As discussed in issue #59279, we want fneg/fabs to conform to the IEEE-754 spec for signbit operations - quoting from section 5.5.1 of IEEE-754-2008:
"negate(x) copies a floating-point operand x to a destination in the same format, reversing the sign bit"
"abs(x) copies a floating-point operand x to a destination in the same format, setting the sign bit to 0 (positive)"
"The operations treat floating-point numbers and NaNs alike."

So we gate this transform with "nnan" in addition to "nsz":
(X > 0.0) ? X : -X --> fabs(X)

Without that restriction, we could have for example:
(+NaN > 0.0) ? +NaN : -NaN --> -NaN (because an ordered compare with NaN is always false)
That would be different than fabs(+NaN) --> +NaN.

More fabs/fneg patterns demonstrated here:
https://godbolt.org/z/h8ecc659d
(without any FMF, these are correct independently of this patch - no fabs should be created)

The code change is a one-liner, but we have lots of tests diffs because there are many variations of the basic pattern.

Diff Detail

Event Timeline

spatel created this revision.Dec 11 2022, 7:13 AM
Herald added a project: Restricted Project. · View Herald TranscriptDec 11 2022, 7:13 AM
spatel requested review of this revision.Dec 11 2022, 7:13 AM
Herald added a project: Restricted Project. · View Herald TranscriptDec 11 2022, 7:13 AM
spatel edited the summary of this revision. (Show Details)Dec 11 2022, 7:14 AM
RalfJung added a comment.EditedDec 11 2022, 8:52 AM

I am a bit confused by the explanation. The signbit of NaN is "insignificant" for *some* operations like + in the sense that they just pick an arbitrary sign bit if the result is NaN (and so the sign bit of a NaN input has no effect). But it affects the behavior of >, fneg, and fabs (the operations involved here) in totally deterministic ways, right? When only >, fneg, fabs are used (and copies of the floating point value from one register to another), the sign bit is fully significant, like all the others.

The actual issue is that X > 0.0 is false for negative NaNs, so the LHS returns X in that case -- meaning the LHS can sometimes return a value with the sign bit set, but the RHS will never have the sign bit set. Hence the transformation sometimes produces a wrong sign bit. And that bit is significant enough to make this an incorrect transformation.

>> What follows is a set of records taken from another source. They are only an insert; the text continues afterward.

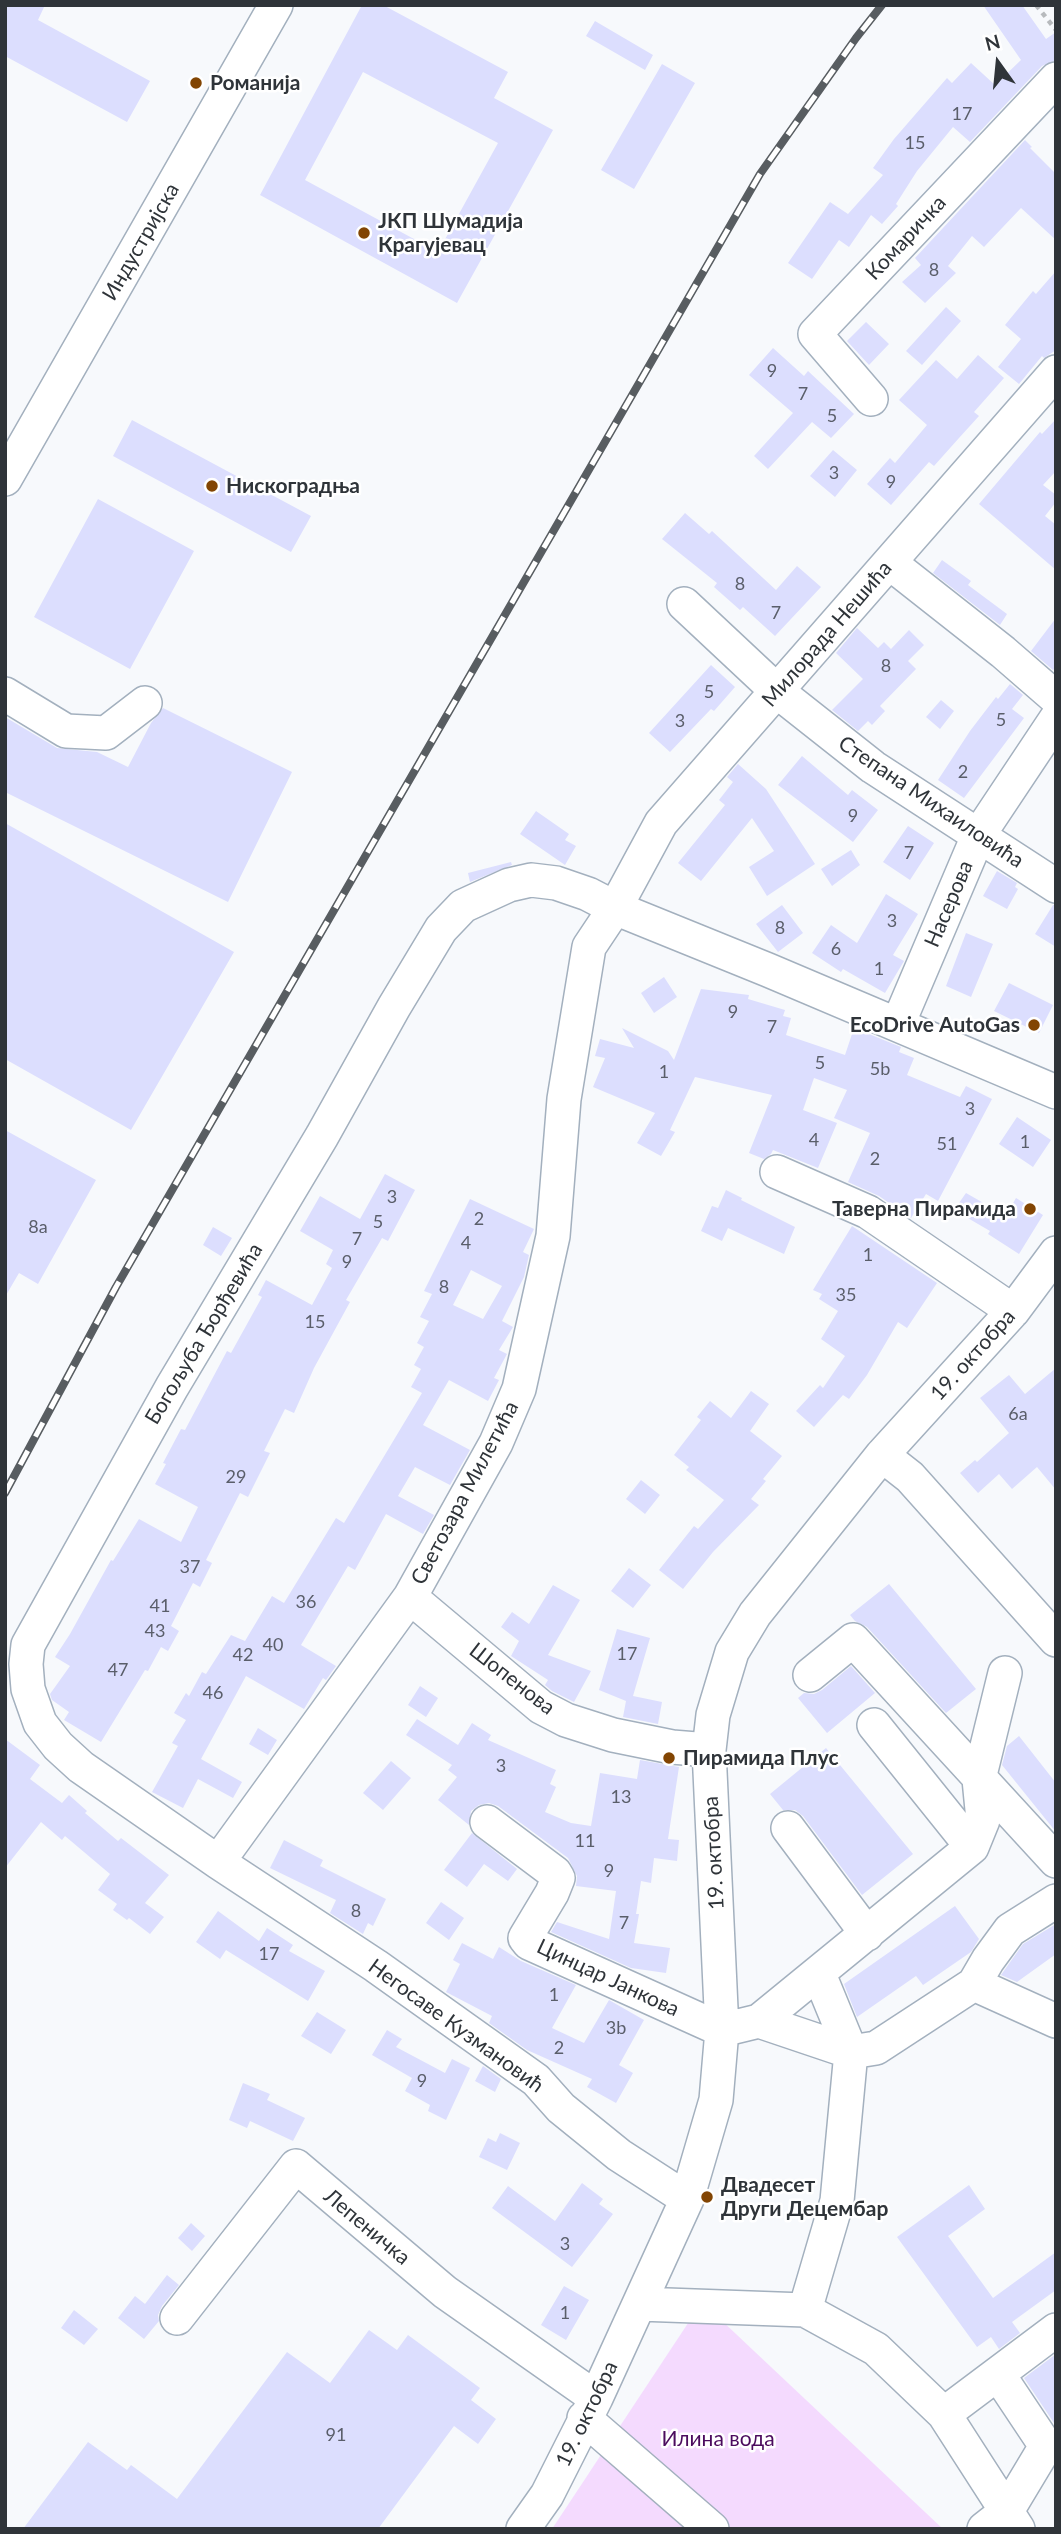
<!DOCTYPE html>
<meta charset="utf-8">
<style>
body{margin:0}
#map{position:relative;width:1061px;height:2534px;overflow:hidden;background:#f7f9fc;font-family:Lato,sans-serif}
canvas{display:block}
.frame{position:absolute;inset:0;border:7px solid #2f3439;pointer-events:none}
.north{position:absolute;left:963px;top:28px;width:70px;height:70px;-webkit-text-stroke:5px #fff;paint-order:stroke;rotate:345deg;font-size:19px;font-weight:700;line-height:28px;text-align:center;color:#2f3439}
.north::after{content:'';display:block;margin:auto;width:24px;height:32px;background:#2f3439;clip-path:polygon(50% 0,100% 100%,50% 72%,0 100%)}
</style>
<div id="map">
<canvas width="1061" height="2534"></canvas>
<div class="frame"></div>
<div class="north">N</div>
</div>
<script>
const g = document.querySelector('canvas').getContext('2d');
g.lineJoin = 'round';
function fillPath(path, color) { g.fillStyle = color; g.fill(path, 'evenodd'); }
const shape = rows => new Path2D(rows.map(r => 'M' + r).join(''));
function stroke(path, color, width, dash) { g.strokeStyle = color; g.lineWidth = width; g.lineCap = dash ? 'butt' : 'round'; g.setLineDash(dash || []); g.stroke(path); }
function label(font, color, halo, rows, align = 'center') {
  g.font = font + ' Lato,sans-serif'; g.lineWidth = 5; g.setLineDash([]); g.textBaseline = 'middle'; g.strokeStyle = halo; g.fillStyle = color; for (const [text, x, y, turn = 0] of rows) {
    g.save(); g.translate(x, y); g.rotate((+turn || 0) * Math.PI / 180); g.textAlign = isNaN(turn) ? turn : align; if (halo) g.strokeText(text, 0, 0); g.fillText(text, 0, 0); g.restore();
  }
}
const green = shape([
 [702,2302,943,2529,552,2529]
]);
const building = shape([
 [5,5,45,5,38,20,150,81,127,122,5,56],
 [362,5,383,5,508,72,494,98,553,130,457,303,260,195],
 [363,72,498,143,438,252,305,180],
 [983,5,1022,5,1046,39,1056,32,1056,60,1042,66,970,142,953,127,917,171,896,204,898,206,882,224,871,215,849,247,839,240,812,279,788,263,830,202,848,214,883,175,873,168,894,139,947,78,952,83,971,63,995,85,1021,60],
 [595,21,653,55,645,70,586,36],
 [662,64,695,83,634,189,601,170],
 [1025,140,1032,147,1030,148,1056,174,1056,240,1021,208,984,247,972,236,948,266,956,273,925,303,902,282,921,265,915,258],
 [1056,271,1056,350,1044,358,1042,356,1019,384,998,367,1021,339,1005,325,1033,291,1036,294],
 [946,307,961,321,922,365,906,351],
 [866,322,889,344,869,365,847,341],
 [773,348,804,376,808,371,854,414,831,438,812,422,768,469,754,456,793,413,749,375],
 [978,355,1004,378,974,412,979,416,959,438,934,466,929,462,891,505,867,484,890,458,895,463,927,425,899,400,936,360,957,379],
 [1056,419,1056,471,1043,485,1056,495,1056,502,1045,516,1056,525,1056,570,979,504,1040,432,1042,434],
 [132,420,311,516,291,552,113,456],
 [833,450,857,470,835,497,810,476],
 [98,499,194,551,130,669,34,617],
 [685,513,709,534,712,531,776,590,797,566,821,587,775,636,743,607,740,610,714,587,717,583,662,539],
 [942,560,971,581,968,585,1007,614,1000,625,933,573],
 [1056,618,1056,667,1053,670,1031,651],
 [857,628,878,648,884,642,891,649,909,630,924,645,908,661,916,669,880,706,885,711,872,725,868,721,858,731,832,710,863,679,836,653],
 [711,665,735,687,714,711,711,709,670,752,649,733],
 [1010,684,1023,695,1012,709,1024,718,964,798,938,780,970,731,996,697,998,699],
 [941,700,954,711,940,729,926,717],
 [163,708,292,772,228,902,5,792,5,717,57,748,97,752,128,767,151,723],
 [802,756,848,795,852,790,878,810,853,842,778,785],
 [738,764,766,789,815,864,767,896,749,867,774,851,752,818,701,881,678,863,725,805,719,800,733,782,727,777],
 [536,811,569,834,565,840,576,846,565,865,520,834],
 [5,823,234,952,131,1130,5,1059],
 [908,826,934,843,910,880,883,862],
 [851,850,860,865,832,886,821,869],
 [511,862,512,865,470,882,468,873],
 [997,871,1017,883,1015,887,1018,889,1007,909,983,896],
 [886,894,918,914,893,955,904,961,885,993,843,969,841,972,812,953,831,925,857,943],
 [782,905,803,933,778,952,756,924],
 [1053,905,1056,905,1056,947,1035,934],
 [966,933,993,944,971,997,946,986],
 [664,977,677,997,654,1013,641,993],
 [1009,983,1053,1005,1039,1033,994,1011],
 [701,989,749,995,748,999,785,1010,783,1016,791,1018,786,1035,845,1055,854,1028,901,1047,899,1052,914,1058,907,1075,960,1097,966,1086,992,1099,938,1201,926,1194,911,1218,879,1196,848,1182,870,1133,834,1118,847,1090,814,1078,803,1110,837,1123,818,1168,773,1150,771,1154,764,1159,749,1153,772,1095,695,1077,670,1130,675,1132,661,1156,637,1143,655,1113,593,1087,605,1058,595,1056,600,1039,634,1048,622,1028,668,1051,674,1060],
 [1017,1117,1051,1140,1033,1167,999,1144],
 [5,1130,96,1180,38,1284,19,1273,5,1297],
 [385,1174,415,1190,388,1241,382,1238,346,1300,350,1302,314,1368,294,1413,285,1409,264,1451,270,1453,248,1497,240,1493,206,1560,212,1563,200,1587,193,1583,171,1626,179,1631,168,1651,161,1647,148,1671,145,1670,101,1742,64,1720,69,1712,52,1700,50,1694,70,1666,55,1657,70,1634,111,1560,113,1561,139,1519,181,1542,198,1507,155,1484,166,1464,163,1463,181,1429,185,1430,227,1351,231,1353,262,1297,258,1295,266,1280,312,1305,332,1268,326,1264,333,1250,300,1231,320,1196,360,1219],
 [726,1190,742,1198,741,1200,795,1227,784,1254,728,1228,722,1241,701,1231,712,1206,718,1208],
 [966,1193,1001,1213,1004,1209,1008,1212,1016,1198,1043,1215,1019,1254,988,1234,990,1231,954,1210],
 [470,1199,534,1229,523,1252,529,1255,524,1277,502,1321,513,1327,499,1350,507,1354,494,1378,499,1380,488,1401,449,1380,423,1425,470,1450,450,1485,415,1467,398,1496,434,1515,423,1534,386,1514,355,1570,348,1566,301,1645,336,1666,326,1680,323,1678,304,1709,246,1676,201,1759,242,1782,233,1798,198,1779,183,1808,152,1792,178,1746,172,1743,186,1720,174,1713,186,1693,189,1696,202,1672,206,1674,231,1635,245,1641,272,1596,284,1603,336,1518,344,1523,422,1393,411,1387,421,1369,414,1365,424,1347,417,1343,429,1321,420,1317,432,1294,424,1291],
 [471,1270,502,1286,483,1319,453,1305],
 [852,1226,937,1283,907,1328,898,1322,867,1375,849,1399,843,1395,814,1427,796,1411,820,1385,823,1388,845,1356,821,1339,838,1311,819,1299,822,1294,813,1290],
 [213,1227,232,1238,221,1256,203,1245],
 [1056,1368,1056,1490,1037,1467,1012,1489,999,1474,978,1493,960,1473,975,1460,977,1462,1009,1433,980,1398,1009,1375,1025,1394],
 [751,1391,769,1404,750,1431,782,1456,763,1479,766,1481,751,1499,759,1505,713,1552,683,1589,659,1570,694,1526,698,1529,724,1500,686,1470,689,1467,674,1455,701,1420,697,1417,710,1401,731,1418],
 [641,1480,660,1495,645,1514,626,1499],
 [629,1568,651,1585,633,1608,611,1591],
 [889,1584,976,1689,946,1713,867,1627,855,1621,850,1615],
 [553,1585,580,1600,548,1655,591,1671,574,1702,552,1691,545,1685,548,1680,511,1656,519,1641,501,1627,512,1612,529,1624],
 [617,1629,650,1638,633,1696,662,1702,658,1724,623,1717,626,1701,599,1690],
 [851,1666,875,1693,827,1733,798,1698,804,1693,814,1694,822,1690],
 [420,1686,438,1698,426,1717,408,1705],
 [417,1719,458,1745,472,1723,491,1735,488,1740,556,1770,550,1784,556,1787,545,1812,571,1823,591,1826,600,1773,637,1779,640,1760,679,1767,668,1839,679,1840,677,1861,654,1858,651,1883,641,1881,636,1914,639,1914,634,1943,670,1948,666,1973,631,1968,551,1932,557,1922,609,1939,616,1891,576,1886,577,1876,568,1858,498,1806,489,1803,479,1805,471,1811,469,1825,438,1800,457,1777,448,1770,452,1765,406,1735],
 [258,1728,277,1740,268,1755,249,1744],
 [1019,1736,1056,1783,1056,1832,1002,1765,1007,1746],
 [5,1739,40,1765,30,1779,62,1803,69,1795,87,1811,85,1813,118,1841,121,1838,169,1875,145,1903,164,1917,150,1934,129,1918,127,1920,113,1910,117,1904,98,1890,110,1874,65,1836,62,1840,41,1822,5,1868],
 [826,1748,913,1854,862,1895,803,1816,795,1810,783,1810,770,1794],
 [391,1761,411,1778,383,1810,363,1793],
 [472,1833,517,1869,508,1881,484,1864,467,1887,444,1870],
 [284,1840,323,1860,320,1866,386,1899,373,1926,368,1923,363,1934,330,1913,336,1900,270,1868],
 [441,1902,464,1918,449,1940,426,1923],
 [955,1906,979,1939,971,1952,923,1985,916,1976,857,2017,844,1984],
 [218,1911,259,1941,267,1928,293,1945,289,1951,325,1971,308,2001,226,1950,220,1959,196,1942],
 [1056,1924,1056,1954,1017,1982,1001,1975,1023,1944],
 [462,1943,493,1959,499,1947,521,1961,576,1985,552,2028,584,2043,609,2000,644,2020,619,2065,633,2073,616,2103,587,2087,592,2079,527,2050,489,2023,492,2016,446,1992,460,1964,453,1960],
 [317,2012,346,2030,331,2054,301,2036],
 [387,2030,402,2039,396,2047,445,2073,452,2059,470,2068,446,2120,428,2111,430,2105,405,2091,412,2078,372,2055],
 [483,2066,501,2079,495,2092,475,2081],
 [243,2083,270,2094,267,2100,305,2118,293,2141,250,2121,247,2128,229,2120],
 [500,2133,520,2143,507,2170,479,2157,488,2138,496,2142],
 [582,2183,603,2199,599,2204,613,2214,572,2267,492,2208,508,2186,555,2221],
 [969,2185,985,2209,948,2236,993,2298,1056,2252,1056,2290,1012,2322,1020,2333,999,2349,991,2337,977,2347,897,2237],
 [191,2223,205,2236,192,2251,178,2238],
 [167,2275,179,2285,162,2306,158,2315,159,2321,144,2339,118,2318,135,2296,145,2304],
 [564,2286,589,2300,566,2340,541,2325],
 [74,2310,98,2329,84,2345,61,2328],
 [369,2330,397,2350,408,2335,480,2388,471,2400,496,2419,478,2444,454,2426,378,2529,23,2529,88,2442,127,2470,131,2465,177,2499,287,2352,330,2383],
 [1056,2354,1056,2426,1024,2378]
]);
const path = shape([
 [1036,5,1056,30]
]);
const minor = shape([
 [871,399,815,334,1056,79],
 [5,479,276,5],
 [890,563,1003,652,1056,698],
 [684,604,778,692,873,767,1056,886],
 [5,694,66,731,106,733,145,703],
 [898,1024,978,836,1056,719],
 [777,1172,868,1212,1013,1311],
 [882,1455,910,1477,1056,1640],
 [410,1597,541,1707,566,1720,613,1735,672,1747,709,1750],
 [810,1675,853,1640,1056,1861],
 [874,1725,972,1847],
 [487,1822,555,1873,558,1878,552,1893,525,1938,529,1943,722,2030,759,2021,972,1847,983,1820,979,1779,1005,1673],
 [788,1828,867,1934],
 [218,1862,410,1597,496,1443,519,1389,553,1236,564,1099,589,947,615,908,661,823,1056,372],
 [819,1974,851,2052,837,2201,805,2310,876,2349,944,2414,1018,2529],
 [974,1984,988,1960,1010,1930,1056,1901],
 [759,2021,851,2052,876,2048,974,1984,1056,2021],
 [687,2199,619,2155,561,2108,536,2080,376,1966,218,1862,81,1767,58,1746,40,1723,28,1689,26,1664,28,1645,172,1387,322,1136,394,1007,441,929,463,906,509,885,531,880,556,883,588,894,615,908,768,970,1056,1092],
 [639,2304,805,2310],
 [177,2318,296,2166,445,2292,596,2398],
 [944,2414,1056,2330],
 [584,2418,712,2529],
 [523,2529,547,2495,596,2398,687,2199,716,2100,722,2030,709,1750,713,1715,732,1652,755,1614,882,1455,1013,1311,1056,1253],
 [984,2529,1007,2511,1046,2446,998,2374]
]);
const rail = shape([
 [5,1493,116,1287,760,174,856,38,882,5]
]);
const markers = [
 [196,83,7,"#824503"],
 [364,233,7,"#824503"],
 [212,486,7,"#824503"],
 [1034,1025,7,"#824503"],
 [1030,1209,7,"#824503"],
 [669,1758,7,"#824503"],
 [707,2197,7,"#824503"]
];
const numberNames = [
 ["17",962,114],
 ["15",915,143],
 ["8",934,270],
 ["9",772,371],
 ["7",803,394],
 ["5",832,416],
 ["3",834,473],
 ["9",891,482],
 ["8",740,584],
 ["7",776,613],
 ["8",886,666],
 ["5",709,692],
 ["5",1001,720],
 ["3",680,721],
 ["2",963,772],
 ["9",853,816],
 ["7",909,853],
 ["3",892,921],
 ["8",780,928],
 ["6",836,949],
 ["1",879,969],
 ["9",733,1012],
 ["7",772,1027],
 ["5",820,1063],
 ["5b",880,1069],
 ["1",664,1072],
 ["3",970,1109],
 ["4",814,1140],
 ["1",1025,1142],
 ["51",947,1144],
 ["2",875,1159],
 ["3",392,1197],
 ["2",479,1219],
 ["5",378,1222],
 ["8a",38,1227],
 ["7",357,1239],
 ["4",466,1243],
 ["1",868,1255],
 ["9",347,1262],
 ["8",444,1287],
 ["35",846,1295],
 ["15",315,1322],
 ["6a",1018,1414],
 ["29",236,1477],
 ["37",190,1567],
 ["36",306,1602],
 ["41",160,1606],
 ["43",155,1631],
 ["40",273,1645],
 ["17",627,1654],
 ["42",243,1655],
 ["47",118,1670],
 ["46",213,1693],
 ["3",501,1766],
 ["13",621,1797],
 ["11",585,1841],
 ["9",609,1871],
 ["8",356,1911],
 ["7",624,1923],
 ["17",269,1954],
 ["1",554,1995],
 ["3b",616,2028],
 ["2",559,2048],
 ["9",422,2081],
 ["3",565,2244],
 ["1",565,2313],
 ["91",336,2435]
];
const poiNames = [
 ["Романија",210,83],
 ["ЈКП Шумадија",378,221],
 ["Крагујевац",378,245],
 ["Нискоградња",226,486],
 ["EcoDrive AutoGas",1020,1025,"right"],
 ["Таверна Пирамида",1016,1209,"right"],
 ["Пирамида Плус",683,1758],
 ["Двадесет",721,2185],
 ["Други Децембар",721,2209]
];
const streetNames = [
 ["Комаричка",906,238,-47],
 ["Индустријска",141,242,-60],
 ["Милорада Нешића",827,634,-49],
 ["Степана Михаиловића",931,802,34],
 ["Насерова",949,904,-67],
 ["Богољуба Ђорђевића",204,1334,-59],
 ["19. октобра",973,1355,-48],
 ["Светозара Милетића",465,1493,-62],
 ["Шопенова",512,1679,38],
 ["19. октобра",714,1853,-93],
 ["Цинцар Јанкова",608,1978,25],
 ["Негосаве Кузмановић",456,2026,36],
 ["Лепеничка",367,2227,40],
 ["19. октобра",587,2414,-64]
];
const parkNames = [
 ["Илина вода",718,2439]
];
fillPath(green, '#f4dafe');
fillPath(building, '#dcdefe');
stroke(minor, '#a3b0be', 36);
stroke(path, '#b7babd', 4.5, [5, 5]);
stroke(minor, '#fff', 33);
stroke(rail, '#585d61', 8);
stroke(rail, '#fff', 5, [16]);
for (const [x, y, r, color] of markers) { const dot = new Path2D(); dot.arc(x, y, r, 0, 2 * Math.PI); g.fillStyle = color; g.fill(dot); stroke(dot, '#fff', 2.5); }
label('18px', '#5a5e6a', null, numberNames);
label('bold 21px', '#2f3439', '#fff', poiNames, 'left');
label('21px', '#2f3439', '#fff', streetNames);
label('21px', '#4b0b5e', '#fff', parkNames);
</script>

I think it is hence very confusing to claim that the sign bit of a NaN is insignificant/meaningless in general.

Or did I misunderstand something?

The actual issue is that X > 0.0 is false for negative NaNs

Comparisons don't look at the sign of NaN. They are not bitwise operations like fabs/fneg.

Comparisons don't look at the sign of NaN. They are not bitwise operations like fabs/fneg.

Yeah, and hence -NaN > 0.0 is false, so that's what I said, no?

My confusion is with this comment

// Note: This requires nnan to preserve signbit semantics even though the
//       signbit of a NAN is insignificant.

since "signbit of a NAN is insignificant" is not correct in general.

I would be less confused by something like

// Note: This requires nnan to preserve signbit semantics since fcmp ignores
//       the signbit of a NAN.

Comparisons don't look at the sign of NaN. They are not bitwise operations like fabs/fneg.

Yeah, and hence -NaN > 0.0 is false, so that's what I said, no?

My confusion is with this comment

// Note: This requires nnan to preserve signbit semantics even though the
//       signbit of a NAN is insignificant.

since "signbit of a NAN is insignificant" is not correct in general.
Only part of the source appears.